A university doesn’t just need an open-door policy, it needs a sustained and dedicated effort to keep those students supported - with services that cater to their bespoke needs.

Underrepresented or disadvantaged students need different support systems than ones provided to the majority. Without resources that are adequately positioned, any diversity or inclusive action is likely to fail. Without resources, without sustained effort and without directly challenging the issues these students face, there isn’t much strength to policies such as these.

However, to combat this, there are a number of things a student experience strategy can include:

  1. Promote correct pronoun-use in university communications such as email. Allow students to enter their own pronouns into campus data systems.

  2. Create dedicated offices whose sole purpose is to support multicultural organisations and students of different backgrounds.

  3. Diversify your admissions staff.

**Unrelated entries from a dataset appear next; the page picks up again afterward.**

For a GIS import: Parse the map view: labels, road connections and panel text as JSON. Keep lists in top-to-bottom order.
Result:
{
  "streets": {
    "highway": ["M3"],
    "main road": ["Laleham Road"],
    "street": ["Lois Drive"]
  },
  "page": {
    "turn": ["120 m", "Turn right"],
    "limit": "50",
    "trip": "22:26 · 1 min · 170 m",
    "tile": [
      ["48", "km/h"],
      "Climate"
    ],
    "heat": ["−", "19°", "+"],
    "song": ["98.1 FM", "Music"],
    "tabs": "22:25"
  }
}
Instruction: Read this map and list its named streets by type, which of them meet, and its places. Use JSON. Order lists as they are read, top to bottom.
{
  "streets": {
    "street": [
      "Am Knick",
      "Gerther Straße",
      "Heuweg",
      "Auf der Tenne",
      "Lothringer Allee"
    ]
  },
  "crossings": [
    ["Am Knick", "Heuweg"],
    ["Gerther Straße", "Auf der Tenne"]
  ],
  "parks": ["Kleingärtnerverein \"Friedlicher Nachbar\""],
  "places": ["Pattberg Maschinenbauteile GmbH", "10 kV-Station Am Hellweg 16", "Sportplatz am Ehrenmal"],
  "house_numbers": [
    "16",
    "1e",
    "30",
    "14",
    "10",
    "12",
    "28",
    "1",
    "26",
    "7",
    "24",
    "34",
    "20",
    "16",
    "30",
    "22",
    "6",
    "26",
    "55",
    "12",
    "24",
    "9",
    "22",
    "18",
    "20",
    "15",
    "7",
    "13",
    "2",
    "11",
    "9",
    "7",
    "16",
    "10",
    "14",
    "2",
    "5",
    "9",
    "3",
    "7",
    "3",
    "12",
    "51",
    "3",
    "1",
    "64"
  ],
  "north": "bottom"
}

When it comes to recruiting new students, a diverse team will be able to cater for and appeal to many different groups.

  4. Similarly, diversify both your faculty and curriculum.

  5. Provide ranges of cuisine for those who have dietary restrictions.

  6. Conduct regular surveys on the collaborative nature of the university, the sense of belonging, wellbeing support and how inclusive the university is.

  7. Offer staff the opportunity to take diversity training, which could be in the form of workshops, events or webinars.

(Please note, this list is not exhaustive.)

Creating a fair, inclusive, democratic student experience strategy is not only admirable - it’s essential.